GM2 gangliosidoses - Tay-Sachs and Sandhoff disease

The GM2 gangliosidoses are a group of related genetic disorders that result from a deficiency of the enzyme beta-hexosaminidase. This enzyme catalyzes the biodegradation of fatty acid derivatives known as gangliosides. The diseases are better known by their individual names. Tay–Sachs and Sandhoff disease are rare and between two and six children a year are born with the diseases in the UK. However, 1 in 300 people are carriers of the genes which cause either Tay-Sachs or Sandhoff disease. Unfortunately there is no cure or treatment currently available for Tay-Sachs and Sandhoff. The research team investigating the diseases are very close to finding an effective treatment and this gives some hope to families.


Tay-Sachs is a genetic disorder caused by a defect in the HEXA gene which produces the beta-hexosaminidase A enzyme. The enzyme is important as it breaks down harmful waste products in the brain and without it these build up and cause extensive damage to the brain’s nerve cells. Physically, an individual diagnosed with Tay-Sachs will suffer a relentless deterioration of mental and physical abilities.

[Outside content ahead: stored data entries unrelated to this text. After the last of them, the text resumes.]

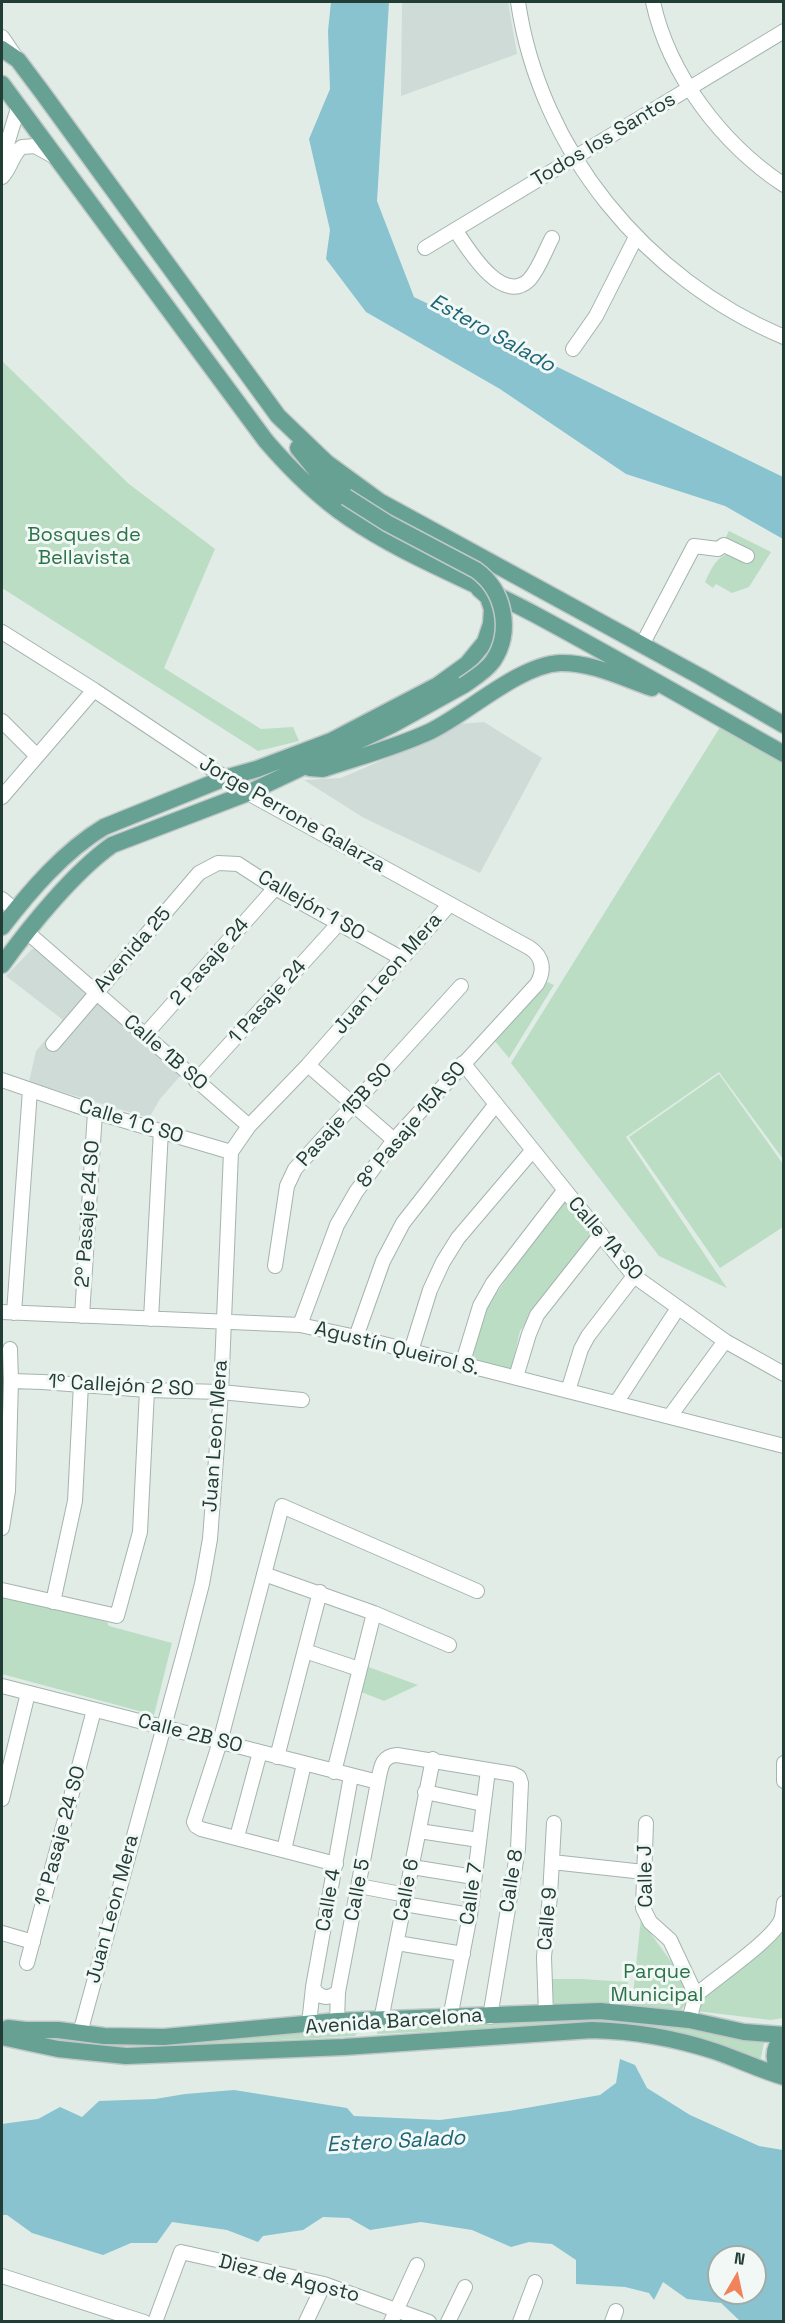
<!DOCTYPE html>
<html>
<head>
<meta charset="utf-8">
<style>
	body { margin:0 }
	#map { position:relative; width:785px; height:2323px; overflow:hidden; background:#e1ece7; font-family:"Space Grotesk",sans-serif }
	canvas { display:block }
	.frame { position:absolute; inset:0; border:3px solid #223c36; pointer-events:none }
	.north { position:absolute; left:707px; top:2245px; width:60px; height:60px; box-sizing:border-box; background:#f2f8f5; border:2px solid #9fada9; border-radius:50%; rotate:9deg; font-size:16px; font-weight:700; line-height:24px; text-align:center; color:#223c36 }
	.north::after { content:''; display:block; margin:auto; width:21px; height:27px; background:#f0835a; clip-path:polygon(50% 0,100% 100%,50% 72%,0 100%) }
</style>
</head>
<body>
<div id="map">
<canvas width="785" height="2323"></canvas>
<div class="frame"></div>
<div class="north">N</div>
</div>
<script>
const c = document.querySelector('canvas').getContext('2d');
c.lineJoin = 'round';
function fillPath(path, color) { c.fillStyle = color; c.fill(path, 'evenodd'); }
function strokePath(path, color, width, dash) { c.strokeStyle = color; c.lineWidth = width; c.lineCap = dash ? 'butt' : 'round'; c.setLineDash(dash || []); c.stroke(path); }
function drawText(font, color, halo, rows, align = 'center') {
  c.font = font + ' "Space Grotesk",sans-serif'; c.lineWidth = 6; c.setLineDash([]); c.textBaseline = 'middle'; c.strokeStyle = halo; c.fillStyle = color; for (const [text, x, y, turn = 0] of rows) {
    c.save(); c.translate(x, y); c.rotate((+turn || 0) * Math.PI / 180); c.textAlign = isNaN(turn) ? turn : align; if (halo) c.strokeText(text, 0, 0); c.fillText(text, 0, 0); c.restore();
  }
}
fillPath(new Path2D(`
	M402,2H508L517,54L401,96Z
	M484,722L542,758L480,873L364,818L304,780L341,778L438,736L458,724Z
	M32,949H39L181,1075L160,1099L149,1118L29,1082L36,1051L63,1020L6,976Z`), '#cfdbd6');
fillPath(new Path2D(`
	M2,361L129,484L215,549L164,668L261,729L293,727L299,741L258,751L2,588Z
	M729,531L771,552L749,587L732,593L716,584L713,588L705,582C711,570 716,555 731,554L723,542Z
	M722,724L783,759V1159L719,1072L626,1137L727,1288L659,1256L511,1063Z
	M543,980L554,985L509,1058L494,1040Z
	M719,1074L783,1164V1227L720,1268L629,1137Z
	M564,1200L592,1233L520,1331L511,1370L470,1360L487,1306Z
	M2,1595L107,1622L109,1626L172,1643L154,1715L2,1674Z
	M363,1665L418,1685L384,1701L356,1690Z
	M641,1918L653,1928L651,1934L688,1985L687,2003L680,2011L632,2005Z
	M783,1921V2018L771,2020L696,2011L702,1996Z
	M546,1979H582L628,1982L626,2005H546Z
	M628,2014L764,2043L760,2062L709,2041L637,2025L579,2024L377,2034V2031L381,2030L425,2023Z
	M356,2026L358,2031L355,2036L184,2045L195,2041Z`), '#baddc4');
fillPath(new Path2D(`
	M331,2H389L377,201L414,297L783,477V539L725,506L626,474L500,389L366,312L326,259L330,230L309,139L330,89L328,31Z
	M620,2059L635,2065L647,2088L690,2115L759,2146L783,2150V2321H740L721,2303L687,2299L663,2282L654,2300L649,2293L625,2287L576,2284V2260L552,2244L529,2242L511,2247L472,2230L421,2222L370,2230L349,2218L323,2217L303,2230L263,2236L258,2242L227,2230L172,2222L157,2243H131L103,2255L32,2233L7,2215H2V2124L38,2119L60,2107L82,2117L99,2101L155,2099L185,2094L234,2090L347,2108L354,2116L440,2120L509,2111L600,2095L616,2083ZM719,2257H755V2293H719Z`), '#89c3d0');
const minor = new Path2D(`
	M518,2C540,151 646,279 784,337
	M653,2C669,75 722,144 784,185
	M2,37L15,56
	M2,161L18,108
	M2,177C11,168 12,154 22,147L35,146L55,157
	M456,231C468,249 502,306 529,280C539,269 545,251 552,238
	M425,248L784,31
	M573,349L596,316L636,237
	M2,632L94,690L248,793L530,948C543,957 545,970 537,984L394,1140L356,1192L337,1225L300,1325
	M642,645L694,546L718,549L724,545L747,556
	M2,721L36,755
	M2,797L94,690
	M2,899L15,910
	M27,932L249,1126
	M145,1035L275,888
	M53,1044L199,873L218,863L238,864L275,888L401,958
	M463,1063L634,1276L725,1341L784,1374
	M308,1065L394,1140
	M2,1080L95,1112L231,1152
	M196,1081L339,923
	M275,1266L287,1186L295,1169L461,986
	M2,1312L300,1325L356,1337L784,1446
	M14,1313L30,1090
	M82,1316L95,1112
	M151,1319L161,1130
	M356,1337L383,1261L403,1223L496,1104
	M411,1351L430,1290L443,1262L458,1238L532,1151
	M462,1365L480,1306L493,1283L564,1191
	M516,1377L529,1334L537,1315L601,1234
	M11,1381L43,1382L147,1390L221,1392L302,1400
	M568,1391L581,1349L588,1336L634,1276
	M616,1403L678,1308
	M670,1416L725,1341
	M2,1528L8,1491L11,1381L10,1349
	M264,1574L374,1613L449,1645
	M2,1590L117,1616L140,1532L147,1390
	M53,1602L75,1501L81,1384
	M305,1651L359,1669
	M2,1686L378,1782
	M277,1757L320,1592
	M784,1763V1781
	M334,1772L374,1613
	M425,1792L483,1804
	M2,1799L28,1693
	M646,1823L643,1908L650,1922L670,1940L696,1995L689,2020
	M419,1831L479,1840
	M237,1837L260,1752
	M284,1850L304,1764
	M552,1862L644,1872
	M336,1864L201,1829L196,1826L194,1822L220,1742L282,1506L477,1591
	M412,1867L474,1877
	M359,1886L406,1895
	M404,1904L470,1915
	M2,1933L33,1942
	M397,1943L463,1954
	M27,1963L94,1710
	M313,1987C318,1998 328,2000 338,1992
	M696,1995C716,1978 769,1942 780,1922C783,1917 783,1909 784,1903
	M546,2014L544,1957L550,1896L554,1823
	M450,2018L470,1915L488,1770
	M381,2020L433,1759
	M337,2021L338,1992L378,1782C381,1768 381,1756 397,1755L513,1774L519,1777L521,1783L518,1849L490,2017
	M309,2024L313,1987L351,1776
	M80,2033L186,1646L202,1584L210,1539L221,1392L231,1152L249,1126L308,1065L449,905
	M2,2276L144,2322
	M155,2322L181,2252L324,2284L429,2322
	M306,2322L324,2284
	M391,2322L417,2265
	M448,2322L465,2287
	M520,2322L535,2282
	M612,2322L616,2311`);
const major = new Path2D(`
	M2,49L18,60L42,92L278,416L327,463L379,501L701,677L784,725
	M2,84L266,441C291,470 317,496 349,518C406,557 473,581 534,614C618,659 700,707 784,754
	M298,448L319,474L346,497
	M310,768L323,769C359,757 397,747 431,731C468,713 519,665 560,663C591,662 623,678 652,688
	M2,927C30,891 64,851 104,827L225,778L257,769L331,741L438,685L467,664L485,642L491,624L492,609L488,597L479,589
	M2,965C30,926 74,872 112,845L248,793L392,725L464,685
	M8,2028L25,2030H58L104,2036L164,2037L337,2021L600,2011L689,2020L744,2032L784,2035
	M2,2037L58,2049L126,2056L344,2047L592,2030C634,2031 674,2038 714,2051C738,2059 760,2070 784,2077
	M784,2037C771,2049 772,2064 784,2075`);
strokePath(minor, '#a4b4ae', 16);
strokePath(major, '#c1c8c7', 19);
strokePath(minor, '#fff', 14);
strokePath(major, '#66a193', 16);
const majorBridge = new Path2D(`
	M346,497L387,523L476,570C504,590 513,631 493,661C486,671 474,678 464,685`);
strokePath(majorBridge, '#c1c8c7', 19, []);
strokePath(majorBridge, '#66a193', 16);
drawText('20px', '#223c36', '#f2f8f5', [
	["Todos los Santos",604,140,-31],
	["Jorge Perrone Galarza",292,815,30],
	["Callejón 1 SO",311,906,30],
	["Avenida 25",133,950,-49],
	["2 Pasaje 24",210,962,-49],
	["Juan Leon Mera",388,974,-49],
	["1 Pasaje 24",268,1002,-48],
	["Calle 1B SO",165,1053,41],
	["Pasaje 15B SO",345,1115,-48],
	["Calle 1 C SO",131,1122,17],
	["8º Pasaje 15A SO",412,1125,-50],
	["2º Pasaje 24 SO",88,1214,-86],
	["Calle 1A SO",605,1239,49],
	["Agustín Queirol S.",397,1349,14],
	["1º Callejón 2 SO",121,1386,3],
	["Juan Leon Mera",216,1436,-86],
	["Calle 2B SO",190,1734,14],
	["1º Pasaje 24 SO",61,1836,-75],
	["Calle J",646,1876,-91],
	["Calle 8",512,1881,-81],
	["Calle 5",358,1890,-79],
	["Calle 6",407,1890,-79],
	["Calle 7",472,1894,-82],
	["Calle 4",329,1900,-80],
	["Juan Leon Mera",113,1909,-75],
	["Calle 9",548,1919,-85],
	["Avenida Barcelona",394,2022,-4],
	["Diez de Agosto",289,2279,14]
]);
drawText('20px', '#2c7249', '#f2f8f5', [
	["Bosques de",84,536],
	["Bellavista",84,559],
	["Parque",657,1973],
	["Municipal",657,1996]
]);
drawText('italic 21px', '#1c6677', '#f2f8f5', [
	["Estero Salado",492,334,29],
	["Estero Salado",396,2142,-3]
]);
</script>
</body>
</html>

Infantile Tay-Sachs and Sandhoff are the earliest presenting forms of the diseases in children and usually results in death by the age of 5.


Juvenile Tay-Sachs and Sandhoff is a very rare form of the diseases in children and is the result of a lack or severely reduced level of enzyme activity.

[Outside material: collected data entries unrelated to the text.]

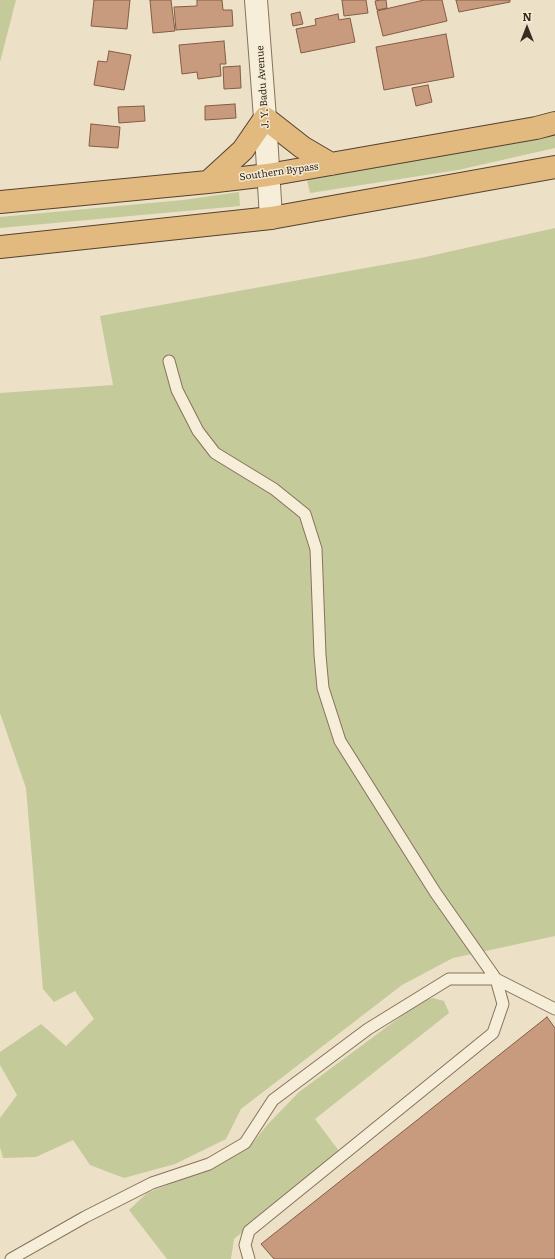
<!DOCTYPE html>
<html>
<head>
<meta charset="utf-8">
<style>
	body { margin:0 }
	#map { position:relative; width:555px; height:1259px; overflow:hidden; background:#ece0c6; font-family:Literata,serif }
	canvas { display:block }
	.north { position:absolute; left:507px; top:8px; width:40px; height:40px; -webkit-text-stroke:3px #f4ebd5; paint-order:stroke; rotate:0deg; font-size:11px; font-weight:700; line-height:16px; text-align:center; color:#382b20 }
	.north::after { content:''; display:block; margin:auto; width:14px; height:18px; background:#382b20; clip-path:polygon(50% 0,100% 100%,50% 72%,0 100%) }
</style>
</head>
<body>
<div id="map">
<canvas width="555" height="1259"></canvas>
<div class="north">N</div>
</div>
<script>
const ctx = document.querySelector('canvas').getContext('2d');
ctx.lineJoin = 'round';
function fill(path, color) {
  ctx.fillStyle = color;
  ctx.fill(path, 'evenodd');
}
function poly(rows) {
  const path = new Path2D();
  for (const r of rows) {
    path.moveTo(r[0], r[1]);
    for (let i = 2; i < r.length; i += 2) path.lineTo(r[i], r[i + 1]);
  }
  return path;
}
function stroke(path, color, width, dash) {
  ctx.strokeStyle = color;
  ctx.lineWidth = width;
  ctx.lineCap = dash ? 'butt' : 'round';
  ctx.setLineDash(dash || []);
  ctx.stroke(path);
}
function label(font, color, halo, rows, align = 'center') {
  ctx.font = font + ' Literata,serif';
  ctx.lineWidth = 3;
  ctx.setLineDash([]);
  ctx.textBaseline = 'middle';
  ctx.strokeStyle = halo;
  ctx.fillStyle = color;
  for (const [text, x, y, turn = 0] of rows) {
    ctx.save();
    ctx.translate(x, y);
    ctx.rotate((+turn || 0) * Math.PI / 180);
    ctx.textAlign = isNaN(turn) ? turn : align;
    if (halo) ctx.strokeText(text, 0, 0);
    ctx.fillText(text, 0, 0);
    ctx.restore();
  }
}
fill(poly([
	[0,0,16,0,0,62],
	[555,118,555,148,458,170,310,193,307,180,391,163],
	[239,192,240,206,0,228,0,217,183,200],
	[555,228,555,936,453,958,402,985,241,1109,226,1139,175,1164,124,1178,90,1165,73,1140,36,1157,3,1158,0,1147,0,1118,17,1095,0,1065,0,1052,41,1024,66,1046,94,1019,75,991,54,1002,43,989,26,788,0,713,0,393,113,385,100,316,421,258],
	[433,998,444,1001,449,1013,315,1119,339,1151,234,1239,231,1259,167,1259,129,1210,147,1193,213,1167,251,1145,268,1124,299,1092,411,1009,423,1001]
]), '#c5ca9a');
const building = poly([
	[94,0,130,0,127,29,91,26,94,0],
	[150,0,171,0,175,31,153,33,150,0],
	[197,0,222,0,223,10,232,10,233,26,176,30,174,7,197,6,197,0],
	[342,0,366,0,368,13,344,16,342,0],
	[380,0,386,0,387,8,377,10,375,1,380,0],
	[424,0,442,0,447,21,383,36,377,11,424,0],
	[456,0,510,0,510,2,459,12,456,0],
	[300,12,303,24,293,26,291,14,300,12],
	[338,14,339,20,350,18,355,42,301,53,296,29,316,25,315,19,338,14],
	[446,34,454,77,384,90,376,47,446,34],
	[224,41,226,64,220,64,221,76,198,79,197,72,182,74,179,45,224,41],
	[109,51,131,55,124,90,94,85,98,61,107,62,109,51],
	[240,66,241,88,224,89,223,67,240,66],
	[428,85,432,102,416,106,412,88,428,85],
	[235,104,236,118,205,120,205,106,235,104],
	[144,106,145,121,119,123,118,107,144,106],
	[91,124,120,127,118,148,89,146,91,124],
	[547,1017,555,1028,555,1259,274,1259,261,1244,547,1017]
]);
fill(building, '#c89b7e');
stroke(building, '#855c43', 1);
const service = poly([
	[169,361,177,390,198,431,215,453,274,489,305,514,316,549,320,655,323,688,340,741,435,892,496,979,503,1004,493,1033,249,1231,245,1245,249,1259],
	[11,1259,85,1217,152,1183,209,1164,245,1143,273,1100,368,1029,449,979,496,979,555,1009]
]);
const minor = poly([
	[256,0,265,118,271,218]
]);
const trunk = poly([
	[208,182,243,150,265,118,302,147,331,164],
	[0,202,208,182,268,175,536,128,555,123],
	[0,247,271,218,555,167]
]);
stroke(service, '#87725d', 13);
stroke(minor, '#87725d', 24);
stroke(trunk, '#554130', 24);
stroke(service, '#f7eed9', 11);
stroke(minor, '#f7eed9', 22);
stroke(trunk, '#e2b97e', 22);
label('10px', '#382b20', '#f4ebd5', [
	["J. Y. Badu Avenue",263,87,-94],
	["Southern Bypass",279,172,-8]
]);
</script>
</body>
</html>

Late Onset Tay-Sachs and Sandhoff, also known as Adult Onset, is a very rare form which usually occurs in individuals in their 20s and early 30s.


Sandhoff disease is very similar to Tay-Sachs but the defected gene, called HEXB, does not allow the production of two enzymes (beta-hexosaminidase A and beta-hexosaminidase B). The disease also results in premature death in a sufferer and the signs and symptoms are the same as in Tay-Sachs.